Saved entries
......
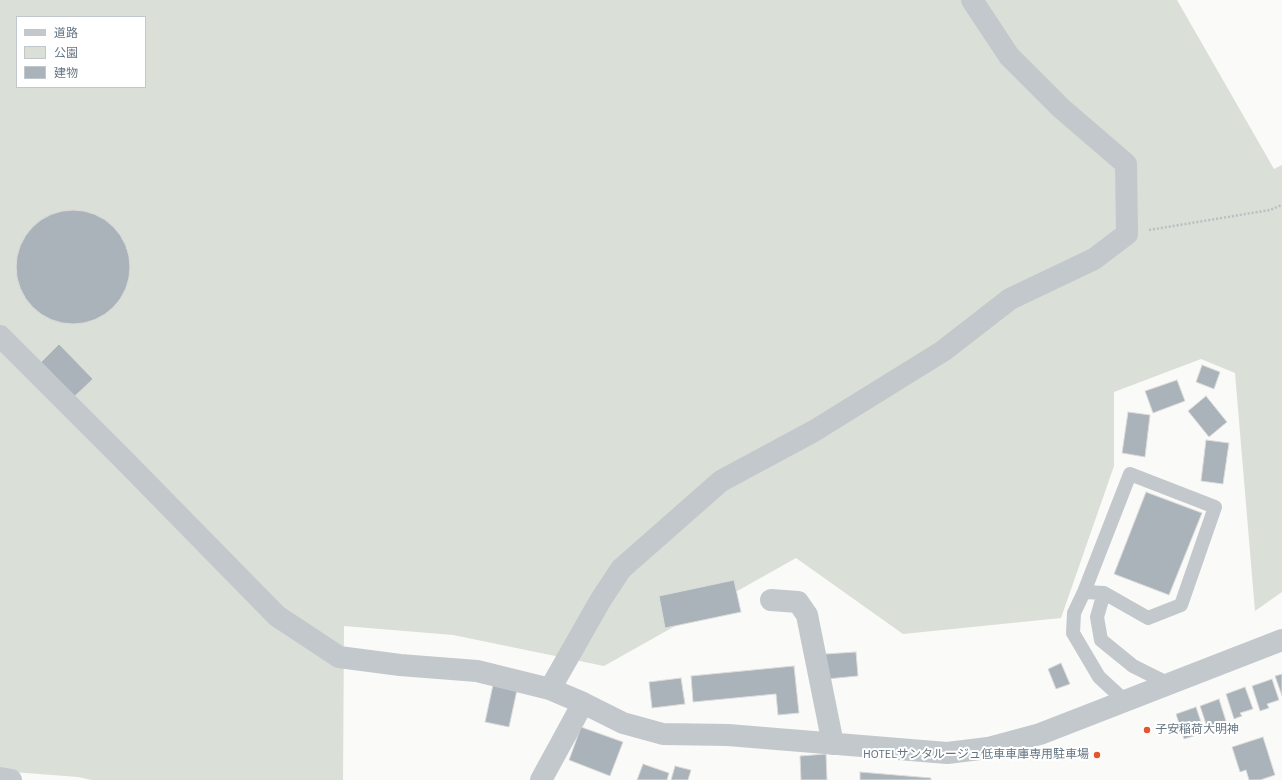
<!DOCTYPE html>
<html>
<head>
<meta charset="utf-8">
<style>
  body { margin:0 }
  #map { position:relative; width:1282px; height:780px; overflow:hidden; background:#fafaf8; font-family:"Source Sans 3","Noto Sans JP",sans-serif }
  canvas { display:block }
  .legend { position:absolute; left:16px; top:16px; width:130px; height:72px; box-sizing:border-box; background:#fff; border:1px solid #c1c8cd; margin:0; padding:5px 7px; list-style:none; font-size:12px; color:#657683 }
  .legend li { display:flex; align-items:center; gap:8px; height:20px }
  .legend b { width:20px; border:1px solid #c1c8cd }
</style>
</head>
<body>
<div id="map">
<canvas width="1282" height="780"></canvas>
<ul class="legend">
<li><b style="height:5px;background:#c3c8cc"></b>道路</li>
<li><b style="height:11px;background:#dadfd7"></b>公園</li>
<li><b style="height:11px;background:#aab3b9"></b>建物</li>
</ul>
</div>
<script>
const ctx = document.querySelector('canvas').getContext('2d');
ctx.lineJoin = 'round';
function fillPath(path, color) { ctx.fillStyle = color; ctx.fill(path, 'evenodd'); }
const toPath = rows => new Path2D(rows.map(r => 'M' + r).join(''));
function strokePath(path, color, width, dash) { ctx.strokeStyle = color; ctx.lineWidth = width; ctx.lineCap = dash ? 'butt' : 'round'; ctx.setLineDash(dash || []); ctx.stroke(path); }
function drawText(font, color, halo, rows, align = 'center') {
  ctx.font = font + ' "Source Sans 3","Noto Sans JP",sans-serif'; ctx.lineWidth = 4; ctx.setLineDash([]); ctx.textBaseline = 'middle'; ctx.strokeStyle = halo; ctx.fillStyle = color; for (const [text, x, y, turn = 0] of rows) {
    ctx.save(); ctx.translate(x, y); ctx.rotate((+turn || 0) * Math.PI / 180); ctx.textAlign = isNaN(turn) ? turn : align; if (halo) ctx.strokeText(text, 0, 0); ctx.fillText(text, 0, 0); ctx.restore();
  }
}
const green = toPath([
  [0,0,1177,0,1274,169,1282,165,1282,592,1255,611,1235,373,1201,359,1114,392,1114,466,1061,618,903,634,796,558,604,666,453,635,344,626,343,780,92,780,78,777,0,771],
  [17,17,145,17,145,87,17,87]
]);
const building = toPath([
  '16 267a57 57 0 1 1 114 0a57 57 0 1 1-114 0Z',
  [59,344,93,379,74,397,41,362,59,344],
  [1202,365,1220,372,1214,389,1196,382,1202,365],
  [1177,380,1185,401,1153,413,1145,391,1177,380],
  [1206,396,1227,422,1209,437,1188,411,1206,396],
  [1128,412,1150,415,1145,457,1122,453,1128,412],
  [1206,440,1229,443,1223,484,1201,481,1206,440],
  [1146,492,1202,513,1169,595,1114,574,1146,492],
  [734,580,741,612,665,628,659,596,734,580],
  [856,652,858,676,827,679,825,654,856,652],
  [1061,663,1070,684,1056,689,1048,669,1061,663],
  [794,666,799,713,778,715,776,694,693,702,691,676,794,666],
  [1282,674,1282,696,1275,676,1282,674],
  [681,678,685,704,652,708,649,682,681,678],
  [1272,679,1279,700,1267,704,1269,708,1260,711,1252,686,1272,679],
  [493,685,517,690,509,727,485,722,493,685],
  [1245,687,1253,709,1240,713,1242,716,1234,719,1226,694,1245,687],
  [1219,699,1226,721,1215,724,1217,727,1208,730,1200,706,1219,699],
  [1196,707,1203,728,1192,731,1194,736,1184,739,1176,714,1196,707],
  [581,727,623,742,610,776,569,760,581,727],
  [1263,737,1275,775,1260,780,1249,780,1246,770,1240,772,1232,747,1263,737],
  [826,754,827,780,801,780,800,756,826,754],
  [643,764,669,773,667,780,637,780,643,764],
  [675,766,691,770,688,780,671,780,675,766],
  [860,772,931,778,931,780,860,780,860,772]
]);
const path = toPath([
  [1149,230,1270,210,1282,205]
]);
const service = toPath([
  [1130,474,1215,507,1181,605,1148,618,1104,593,1084,592,1130,474],
  [1084,592,1074,613,1073,633,1099,677,1125,701],
  [1104,593,1097,617,1101,640,1133,666,1169,684]
]);
const minor = toPath([
  [0,336,125,461,277,616,339,657,400,665,477,671,550,689,583,703,623,723,663,734,728,735,947,753,988,748,1040,734,1282,640],
  [771,600,798,602,807,615,833,744],
  [550,689,600,601,621,569,721,481,814,431,943,351,1010,299,1094,259,1127,234,1126,164,1061,108,1009,56,972,0],
  [0,778,11,780],
  [541,780,583,703]
]);
const markers = [
  [1147,730,4,"#e4572e"],
  [1097,755,4,"#e4572e"]
];
const poiNames = [
  ["子安稲荷大明神",1155,730],
  ["HOTELサンタルージュ低車車庫専用駐車場",1089,755,"right"]
];
fillPath(green, '#dadfd7');
fillPath(building, '#aab3b9');
strokePath(building, '#dcdcda', 1);
strokePath(path, '#bbbfc2', 2.5, [2, 2]);
strokePath(service, '#c3c8cc', 14);
strokePath(minor, '#c3c8cc', 22);
for (const [x, y, r, color] of markers) { const dot = new Path2D(); dot.arc(x, y, r, 0, 2 * Math.PI); ctx.fillStyle = color; ctx.fill(dot); strokePath(dot, '#fff', 1.5); }
drawText('12px', '#657683', '#fff', poiNames, 'left');
</script>
</body>
</html>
......
* _Description of the task_
Copy each line containing the word "margin" from the data.

* _Response area_
  body { margin:0 }
  .legend { position:absolute; left:16px; top:16px; width:130px; height:72px; box-sizing:border-box; background:#fff; border:1px solid #c1c8cd; margin:0; padding:5px 7px; list-style:none; font-size:12px; color:#657683 }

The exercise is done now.